There was a knock at his door, its gentleness and rhythm familiar and rehearsed. 

"Enter," he ordered wearily, wiping the tiredness from his eyes and putting his glasses back on. The heavy door opened. A well dressed, well known student walked in and bowed his head towards Alric. 

"Professor Stannis," he said. His clear, well-spoken words sounded crisp in Alric's groggy mind. It was Beau Adersen who stood before him - known by each and every male and female student at the academy. Alric rose out of his seat and gestured towards a high-back chair to the left of his desk. 
"Please, Mr Adersen, do sit." Beau smiled, his pale skin pulled taught over his high cheekbones and the royal blue in his eyes seeming glassy and doll-like. It was even clear to Alric why every female student at the academy wanted to date him, and every male student wanted to be him. Beau sat back in the chair, his long legs crossed and his left arm bent on the side of the chair to prop up his head. Brushing his milk white hair out of his face, he began to speak.

"I’m sorry to bother you at this hour, Professor, but it seems another problem has... risen."

Alric looked towards him, his body leaning forward, a puzzled expression on his face. "Eh? What sort of problem?"

"The girls’ dormitory. A friend of mine called on the maid. When she didn’t answer she grew worried. She let herself into her room and discovered her dead in her bed. The cause of death wasn’t noted, but my best guess is that-"

"That it was the same as all the others..." Alric whispered. Beau nodded his head in confirmation, fiddling with the cuffs of his blazer sleeves.

Both Alric and Beau were silent, with Alric looking down at his ringing hands and Beau staring intensely in his direction. This was the fifth death to rock the academy in almost six weeks.

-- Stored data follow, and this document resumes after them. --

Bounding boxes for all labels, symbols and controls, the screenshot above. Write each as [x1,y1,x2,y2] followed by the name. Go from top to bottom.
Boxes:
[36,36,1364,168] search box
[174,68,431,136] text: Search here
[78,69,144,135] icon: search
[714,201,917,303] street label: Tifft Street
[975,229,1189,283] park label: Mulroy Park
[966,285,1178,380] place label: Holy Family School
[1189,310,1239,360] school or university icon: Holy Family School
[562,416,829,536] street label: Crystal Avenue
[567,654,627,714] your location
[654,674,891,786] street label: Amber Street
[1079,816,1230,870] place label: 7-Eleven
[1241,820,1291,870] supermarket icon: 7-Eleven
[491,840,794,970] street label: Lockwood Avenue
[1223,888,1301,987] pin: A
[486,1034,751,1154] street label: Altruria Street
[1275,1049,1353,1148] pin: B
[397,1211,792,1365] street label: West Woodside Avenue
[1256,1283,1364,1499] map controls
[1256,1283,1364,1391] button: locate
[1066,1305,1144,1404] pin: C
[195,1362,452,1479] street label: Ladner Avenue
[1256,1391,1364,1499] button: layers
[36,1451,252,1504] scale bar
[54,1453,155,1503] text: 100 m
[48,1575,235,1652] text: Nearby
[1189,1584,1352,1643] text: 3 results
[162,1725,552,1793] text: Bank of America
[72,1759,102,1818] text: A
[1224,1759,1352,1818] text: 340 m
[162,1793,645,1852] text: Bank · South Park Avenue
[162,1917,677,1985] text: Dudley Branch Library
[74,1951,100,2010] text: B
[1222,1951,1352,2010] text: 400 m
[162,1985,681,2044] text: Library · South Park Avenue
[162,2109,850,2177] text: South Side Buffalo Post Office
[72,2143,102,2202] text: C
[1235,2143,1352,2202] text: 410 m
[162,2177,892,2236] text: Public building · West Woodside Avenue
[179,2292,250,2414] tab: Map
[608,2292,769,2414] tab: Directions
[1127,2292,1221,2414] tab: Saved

It was becoming almost routine to all of the students and staff to hear about them.

"I thought I’d alert you, Professor. The body hasn’t been touched."

"Okay; I’ll call for an ambulance to get here as soon as possible. Thank you, Beau, for alerting me on the matter."

Beau stood and smoothed down the crinkles in his linen shirt. He shook his head and ruffled his fingertips through his hair before placing his slender, bony hands into his uniform pockets. 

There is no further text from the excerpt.